2. Tangata/People — Empowered and Honoured Communities

The Settlement Act 1863 enabled violent displacement—villages burned, whakapapa connections severed, traditional livelihoods destroyed through swamp drainage and forest clearing for farmland.

Your mapping might address:

  • Consideration of ancestral histories and ways to strengthen whakapapa connections to place

  • Mechanisms you might  adopt to ensure mana whenua values shape ongoing development decisions

  • Ideas to address contemporary inequalities rooted in historical displacement

  • How  your library will reflect and celebrate indigenous knowledge systems and practices

3. Whenua/Place — Integrated and Resilient Systems

 A library can be transformative in place-making to heal historical wounds while building sustainable futures.

Your mapping might address:

  • How do you think  environmental, social, and cultural interventions will work synergistically?

  • How will your design evolve intergenerationally with changing community needs and environmental conditions such as increased housing?
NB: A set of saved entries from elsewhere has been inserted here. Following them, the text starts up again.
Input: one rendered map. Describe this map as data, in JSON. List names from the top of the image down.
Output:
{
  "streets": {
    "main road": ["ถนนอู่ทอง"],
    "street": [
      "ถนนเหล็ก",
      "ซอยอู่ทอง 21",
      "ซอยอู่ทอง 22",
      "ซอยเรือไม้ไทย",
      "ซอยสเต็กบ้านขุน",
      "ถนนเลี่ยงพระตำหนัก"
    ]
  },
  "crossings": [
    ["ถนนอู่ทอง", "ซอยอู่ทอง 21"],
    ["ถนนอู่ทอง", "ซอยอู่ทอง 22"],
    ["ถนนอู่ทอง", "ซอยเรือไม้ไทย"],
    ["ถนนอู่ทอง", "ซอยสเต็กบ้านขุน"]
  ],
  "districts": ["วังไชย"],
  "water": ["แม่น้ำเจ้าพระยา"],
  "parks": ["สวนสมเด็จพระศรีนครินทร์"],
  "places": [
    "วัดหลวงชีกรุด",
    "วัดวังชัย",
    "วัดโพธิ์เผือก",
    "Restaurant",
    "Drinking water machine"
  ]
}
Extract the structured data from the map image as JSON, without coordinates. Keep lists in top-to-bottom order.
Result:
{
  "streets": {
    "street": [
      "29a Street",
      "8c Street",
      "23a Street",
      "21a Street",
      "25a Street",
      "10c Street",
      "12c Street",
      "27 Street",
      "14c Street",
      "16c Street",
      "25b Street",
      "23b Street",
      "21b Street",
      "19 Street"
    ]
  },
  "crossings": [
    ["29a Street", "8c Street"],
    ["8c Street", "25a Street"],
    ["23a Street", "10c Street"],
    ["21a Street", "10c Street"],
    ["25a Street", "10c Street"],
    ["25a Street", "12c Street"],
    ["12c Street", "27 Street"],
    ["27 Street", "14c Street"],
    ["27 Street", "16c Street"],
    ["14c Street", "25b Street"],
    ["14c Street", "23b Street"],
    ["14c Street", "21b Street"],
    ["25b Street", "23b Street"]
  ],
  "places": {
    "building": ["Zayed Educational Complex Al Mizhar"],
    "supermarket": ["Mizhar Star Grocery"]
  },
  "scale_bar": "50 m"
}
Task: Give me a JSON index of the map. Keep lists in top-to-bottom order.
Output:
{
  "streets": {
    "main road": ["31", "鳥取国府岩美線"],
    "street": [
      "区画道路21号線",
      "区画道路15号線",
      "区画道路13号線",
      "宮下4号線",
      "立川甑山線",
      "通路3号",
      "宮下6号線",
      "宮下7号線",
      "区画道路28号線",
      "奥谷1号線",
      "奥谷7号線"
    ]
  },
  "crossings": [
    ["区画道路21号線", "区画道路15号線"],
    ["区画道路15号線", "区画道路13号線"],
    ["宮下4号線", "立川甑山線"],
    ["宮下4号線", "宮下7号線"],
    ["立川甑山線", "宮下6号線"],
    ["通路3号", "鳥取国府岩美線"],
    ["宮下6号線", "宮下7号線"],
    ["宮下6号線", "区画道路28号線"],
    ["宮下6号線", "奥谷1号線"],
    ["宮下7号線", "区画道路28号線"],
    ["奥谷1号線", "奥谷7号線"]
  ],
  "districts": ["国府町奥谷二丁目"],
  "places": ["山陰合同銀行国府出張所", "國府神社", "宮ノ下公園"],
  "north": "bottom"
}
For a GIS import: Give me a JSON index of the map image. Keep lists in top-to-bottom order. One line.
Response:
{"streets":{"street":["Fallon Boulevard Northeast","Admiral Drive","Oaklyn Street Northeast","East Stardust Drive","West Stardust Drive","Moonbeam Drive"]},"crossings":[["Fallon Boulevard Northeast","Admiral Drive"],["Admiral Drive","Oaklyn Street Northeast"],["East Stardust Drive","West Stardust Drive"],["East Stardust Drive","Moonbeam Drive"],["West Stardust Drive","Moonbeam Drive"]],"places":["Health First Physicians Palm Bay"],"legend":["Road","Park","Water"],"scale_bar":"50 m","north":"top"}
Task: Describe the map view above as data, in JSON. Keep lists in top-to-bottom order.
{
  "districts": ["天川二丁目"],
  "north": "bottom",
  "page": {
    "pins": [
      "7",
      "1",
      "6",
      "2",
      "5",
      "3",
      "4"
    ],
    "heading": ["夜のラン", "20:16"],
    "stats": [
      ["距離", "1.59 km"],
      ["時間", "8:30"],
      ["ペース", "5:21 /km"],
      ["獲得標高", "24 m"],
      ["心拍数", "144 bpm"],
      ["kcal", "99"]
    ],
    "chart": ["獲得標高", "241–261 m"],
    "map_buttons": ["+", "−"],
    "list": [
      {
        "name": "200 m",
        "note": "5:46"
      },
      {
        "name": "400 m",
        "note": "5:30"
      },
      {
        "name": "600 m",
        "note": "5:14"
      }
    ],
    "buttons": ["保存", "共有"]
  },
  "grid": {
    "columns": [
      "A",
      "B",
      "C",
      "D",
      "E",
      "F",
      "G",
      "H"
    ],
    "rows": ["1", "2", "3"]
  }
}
  • How will your approach respond to the specific ecological and cultural characteristics of Te Puhinui and its revitalisation?

  •  What frameworks will you set up to ensure ongoing community ownership and environmental care?

As you develop your mapping and analysis, it is important to constantly interrogate:

  • Who makes decisions about this place, and how can design shift power toward affected communities?

  • How does your approach acknowledge past harm while building regenerative futures?

  • How will an intervention you make contribute to broader transformative change to address past harm?

  • How will you evaluate success in cultural, environmental, and social terms?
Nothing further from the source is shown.